Lorsque l’idée de la création d’une entité qui s’occuperait de cette lutte a été envisagée par l’ancien ministre des Sports canadien, M. Denis Coderre et certains autres membres, dont je faisais partie, nous nous sommes réunis et avons fondé l’Agence mondiale anti-dopage (AMA ou, en anglais, WADA –World Anti Doping Agency) avec un Conseil de fondation et un Conseil exécutif.

C’est alors que mes collègues présidents de fédérations internationales m’ont demandé de les représenter parmi les trois représentants des fédérations des sports olympiques d’été au Conseil de la Fondation.
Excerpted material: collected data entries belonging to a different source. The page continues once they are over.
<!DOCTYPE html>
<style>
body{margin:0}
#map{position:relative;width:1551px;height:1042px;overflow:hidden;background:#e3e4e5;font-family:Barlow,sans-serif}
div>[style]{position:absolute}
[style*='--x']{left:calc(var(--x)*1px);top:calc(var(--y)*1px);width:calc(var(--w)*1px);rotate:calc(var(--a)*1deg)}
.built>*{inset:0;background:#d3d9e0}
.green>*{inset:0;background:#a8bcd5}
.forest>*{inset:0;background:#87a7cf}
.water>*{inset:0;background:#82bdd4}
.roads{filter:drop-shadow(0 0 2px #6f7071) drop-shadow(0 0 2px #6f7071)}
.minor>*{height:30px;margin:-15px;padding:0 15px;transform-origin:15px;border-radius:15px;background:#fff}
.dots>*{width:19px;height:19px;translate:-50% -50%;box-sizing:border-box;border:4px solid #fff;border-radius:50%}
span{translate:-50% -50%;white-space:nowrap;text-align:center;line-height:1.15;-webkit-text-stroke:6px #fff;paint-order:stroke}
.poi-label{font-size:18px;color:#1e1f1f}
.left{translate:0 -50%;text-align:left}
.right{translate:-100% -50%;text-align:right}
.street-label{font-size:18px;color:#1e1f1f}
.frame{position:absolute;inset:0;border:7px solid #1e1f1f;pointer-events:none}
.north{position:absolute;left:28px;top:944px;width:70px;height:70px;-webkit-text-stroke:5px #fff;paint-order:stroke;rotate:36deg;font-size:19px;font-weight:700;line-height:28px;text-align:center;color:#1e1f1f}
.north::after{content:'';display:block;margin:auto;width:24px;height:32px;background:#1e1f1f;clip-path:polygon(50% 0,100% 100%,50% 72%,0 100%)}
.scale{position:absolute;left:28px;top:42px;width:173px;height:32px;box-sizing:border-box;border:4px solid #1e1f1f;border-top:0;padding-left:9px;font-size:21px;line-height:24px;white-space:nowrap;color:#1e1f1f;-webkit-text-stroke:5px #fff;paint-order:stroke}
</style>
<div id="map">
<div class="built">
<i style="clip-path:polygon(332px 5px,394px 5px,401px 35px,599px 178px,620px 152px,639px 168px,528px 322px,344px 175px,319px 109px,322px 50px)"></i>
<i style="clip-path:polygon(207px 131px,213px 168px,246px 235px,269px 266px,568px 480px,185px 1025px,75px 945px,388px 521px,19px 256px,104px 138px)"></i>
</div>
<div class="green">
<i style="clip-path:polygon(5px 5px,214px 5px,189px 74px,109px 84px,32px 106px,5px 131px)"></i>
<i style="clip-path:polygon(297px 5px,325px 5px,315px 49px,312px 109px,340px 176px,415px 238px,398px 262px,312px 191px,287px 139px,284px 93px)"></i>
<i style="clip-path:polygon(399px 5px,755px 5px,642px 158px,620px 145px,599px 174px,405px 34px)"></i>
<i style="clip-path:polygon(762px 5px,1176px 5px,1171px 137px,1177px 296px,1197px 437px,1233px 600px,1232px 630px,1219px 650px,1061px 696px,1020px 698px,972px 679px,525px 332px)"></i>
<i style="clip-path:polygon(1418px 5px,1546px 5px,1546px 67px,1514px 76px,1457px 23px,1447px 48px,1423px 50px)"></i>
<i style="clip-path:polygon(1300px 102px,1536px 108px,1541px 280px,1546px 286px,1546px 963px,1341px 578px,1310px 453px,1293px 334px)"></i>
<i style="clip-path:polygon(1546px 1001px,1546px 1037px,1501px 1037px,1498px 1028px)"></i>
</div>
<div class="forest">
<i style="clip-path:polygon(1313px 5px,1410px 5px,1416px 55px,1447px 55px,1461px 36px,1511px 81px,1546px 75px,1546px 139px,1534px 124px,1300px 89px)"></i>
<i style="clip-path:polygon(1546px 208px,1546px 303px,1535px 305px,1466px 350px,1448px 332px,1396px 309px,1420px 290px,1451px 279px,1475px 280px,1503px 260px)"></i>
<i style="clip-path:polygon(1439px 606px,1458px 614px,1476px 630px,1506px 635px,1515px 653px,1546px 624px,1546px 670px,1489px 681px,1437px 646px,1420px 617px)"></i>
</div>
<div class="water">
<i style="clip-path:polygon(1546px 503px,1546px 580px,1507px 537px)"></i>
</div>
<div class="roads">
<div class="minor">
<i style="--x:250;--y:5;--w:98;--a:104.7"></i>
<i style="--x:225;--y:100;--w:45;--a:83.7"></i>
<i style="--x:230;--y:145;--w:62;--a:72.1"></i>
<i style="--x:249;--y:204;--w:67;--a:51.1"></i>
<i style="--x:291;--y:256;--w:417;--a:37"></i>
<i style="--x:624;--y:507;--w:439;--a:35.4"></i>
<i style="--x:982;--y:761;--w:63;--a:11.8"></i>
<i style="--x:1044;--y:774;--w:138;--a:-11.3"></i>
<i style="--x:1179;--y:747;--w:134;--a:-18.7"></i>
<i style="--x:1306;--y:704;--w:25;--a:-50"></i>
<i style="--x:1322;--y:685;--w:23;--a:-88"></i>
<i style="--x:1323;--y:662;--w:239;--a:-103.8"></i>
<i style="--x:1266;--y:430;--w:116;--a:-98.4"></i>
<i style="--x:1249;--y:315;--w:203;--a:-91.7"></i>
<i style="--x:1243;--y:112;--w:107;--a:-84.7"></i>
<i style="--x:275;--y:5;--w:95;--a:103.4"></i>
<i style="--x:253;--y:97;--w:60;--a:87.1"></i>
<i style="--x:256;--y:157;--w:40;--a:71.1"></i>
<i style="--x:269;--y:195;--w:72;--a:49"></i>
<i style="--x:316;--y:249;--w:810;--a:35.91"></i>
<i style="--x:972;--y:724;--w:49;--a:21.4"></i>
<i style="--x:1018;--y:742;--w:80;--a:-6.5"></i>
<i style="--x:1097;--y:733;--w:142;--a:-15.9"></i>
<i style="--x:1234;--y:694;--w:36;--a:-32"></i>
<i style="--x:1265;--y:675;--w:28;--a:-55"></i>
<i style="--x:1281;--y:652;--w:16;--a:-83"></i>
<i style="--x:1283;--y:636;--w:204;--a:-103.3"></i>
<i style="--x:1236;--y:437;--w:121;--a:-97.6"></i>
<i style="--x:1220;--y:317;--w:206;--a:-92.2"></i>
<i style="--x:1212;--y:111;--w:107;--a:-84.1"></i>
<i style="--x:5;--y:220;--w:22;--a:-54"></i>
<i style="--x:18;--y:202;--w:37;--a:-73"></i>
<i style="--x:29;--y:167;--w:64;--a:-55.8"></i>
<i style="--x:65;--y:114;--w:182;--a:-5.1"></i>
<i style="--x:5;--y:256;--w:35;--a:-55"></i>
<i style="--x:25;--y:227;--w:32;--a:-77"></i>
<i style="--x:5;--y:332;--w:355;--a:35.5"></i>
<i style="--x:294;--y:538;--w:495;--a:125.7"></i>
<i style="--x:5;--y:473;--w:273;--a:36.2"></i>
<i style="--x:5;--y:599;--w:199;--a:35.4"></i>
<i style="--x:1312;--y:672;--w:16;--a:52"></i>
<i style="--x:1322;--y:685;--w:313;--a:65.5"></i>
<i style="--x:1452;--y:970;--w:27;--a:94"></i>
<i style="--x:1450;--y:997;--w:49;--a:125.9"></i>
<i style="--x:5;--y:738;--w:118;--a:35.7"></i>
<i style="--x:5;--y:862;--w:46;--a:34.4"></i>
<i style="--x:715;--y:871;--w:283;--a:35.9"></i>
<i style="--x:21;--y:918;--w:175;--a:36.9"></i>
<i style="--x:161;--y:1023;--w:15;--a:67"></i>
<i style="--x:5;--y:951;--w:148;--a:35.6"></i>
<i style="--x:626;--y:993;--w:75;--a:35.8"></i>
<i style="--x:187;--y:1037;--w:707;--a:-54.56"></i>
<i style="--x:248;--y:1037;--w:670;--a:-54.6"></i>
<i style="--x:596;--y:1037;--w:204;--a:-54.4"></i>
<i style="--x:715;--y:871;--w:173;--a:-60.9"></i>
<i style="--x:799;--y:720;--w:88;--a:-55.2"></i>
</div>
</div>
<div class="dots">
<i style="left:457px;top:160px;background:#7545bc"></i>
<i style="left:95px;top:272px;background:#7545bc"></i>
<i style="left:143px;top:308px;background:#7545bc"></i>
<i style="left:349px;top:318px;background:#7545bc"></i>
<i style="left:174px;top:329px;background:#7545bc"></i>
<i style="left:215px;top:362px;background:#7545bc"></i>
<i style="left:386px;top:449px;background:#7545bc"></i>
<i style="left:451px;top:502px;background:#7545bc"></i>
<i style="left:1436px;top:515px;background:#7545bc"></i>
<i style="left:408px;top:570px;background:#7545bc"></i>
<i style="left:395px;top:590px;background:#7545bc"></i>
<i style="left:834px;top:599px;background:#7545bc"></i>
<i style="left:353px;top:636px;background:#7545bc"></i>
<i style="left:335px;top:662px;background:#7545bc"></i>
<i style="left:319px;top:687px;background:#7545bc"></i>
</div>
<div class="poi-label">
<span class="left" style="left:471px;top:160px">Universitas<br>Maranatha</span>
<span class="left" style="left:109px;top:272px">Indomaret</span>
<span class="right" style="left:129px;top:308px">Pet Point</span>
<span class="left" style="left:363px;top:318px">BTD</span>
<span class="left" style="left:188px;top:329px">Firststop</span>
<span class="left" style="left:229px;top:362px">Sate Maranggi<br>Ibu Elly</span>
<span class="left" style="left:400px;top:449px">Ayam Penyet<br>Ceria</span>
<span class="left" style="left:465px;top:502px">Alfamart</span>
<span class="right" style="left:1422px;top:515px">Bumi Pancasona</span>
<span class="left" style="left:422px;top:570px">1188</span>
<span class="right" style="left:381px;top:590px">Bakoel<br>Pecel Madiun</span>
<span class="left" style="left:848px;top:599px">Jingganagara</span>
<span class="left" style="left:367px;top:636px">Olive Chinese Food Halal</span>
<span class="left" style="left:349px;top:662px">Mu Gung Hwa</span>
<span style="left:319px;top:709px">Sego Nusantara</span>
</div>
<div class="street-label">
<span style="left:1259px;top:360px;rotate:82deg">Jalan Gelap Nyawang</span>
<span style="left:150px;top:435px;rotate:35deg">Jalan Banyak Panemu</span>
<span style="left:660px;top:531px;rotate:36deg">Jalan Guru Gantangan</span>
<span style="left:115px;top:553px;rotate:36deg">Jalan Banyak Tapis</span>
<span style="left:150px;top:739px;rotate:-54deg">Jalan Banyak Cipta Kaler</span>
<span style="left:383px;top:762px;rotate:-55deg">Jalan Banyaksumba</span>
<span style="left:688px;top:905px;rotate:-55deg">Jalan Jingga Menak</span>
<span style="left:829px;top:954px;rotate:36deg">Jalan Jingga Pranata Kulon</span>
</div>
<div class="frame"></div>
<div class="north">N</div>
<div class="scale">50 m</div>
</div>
Par ailleurs, ils m’ont demandé également d’être leur représentant au sein du Conseil exécutif, composé de 11 membres : 5 ministres (1 par continent et 5 représentants du mouvement sportif : 1 pour le CIO, 1 pour les sports olympiques d’été, 1 pour les sports olympiques d’hiver, 1 pour les sports paralympiques, 1 représentant des Comités olympiques nationaux. Le président était désigné alternativement pour chaque mandat par les représentants des gouvernements et ceux du mouvement sportif. Le 1er président fut M. Dick Pound (Canada), membre du CIO.

Les membres du Conseil exécutif sont renouvelés et élus par leurs entités tous les ans. J’ai exercé au sein du Conseil exécutif de 1999 à 2009, année de mon retrait de la présidence de la FINA. Le principal objectif de l’agence est de contribuer à la recherche scientifique, multiplier les contrôles, veiller à la conformité au code anti-dopage, évoluer dans un environnement anti-dopage. La lutte contre le dopage est permanente, car les tricheurs ont toujours existé, existent toujours et existeront à l’avenir.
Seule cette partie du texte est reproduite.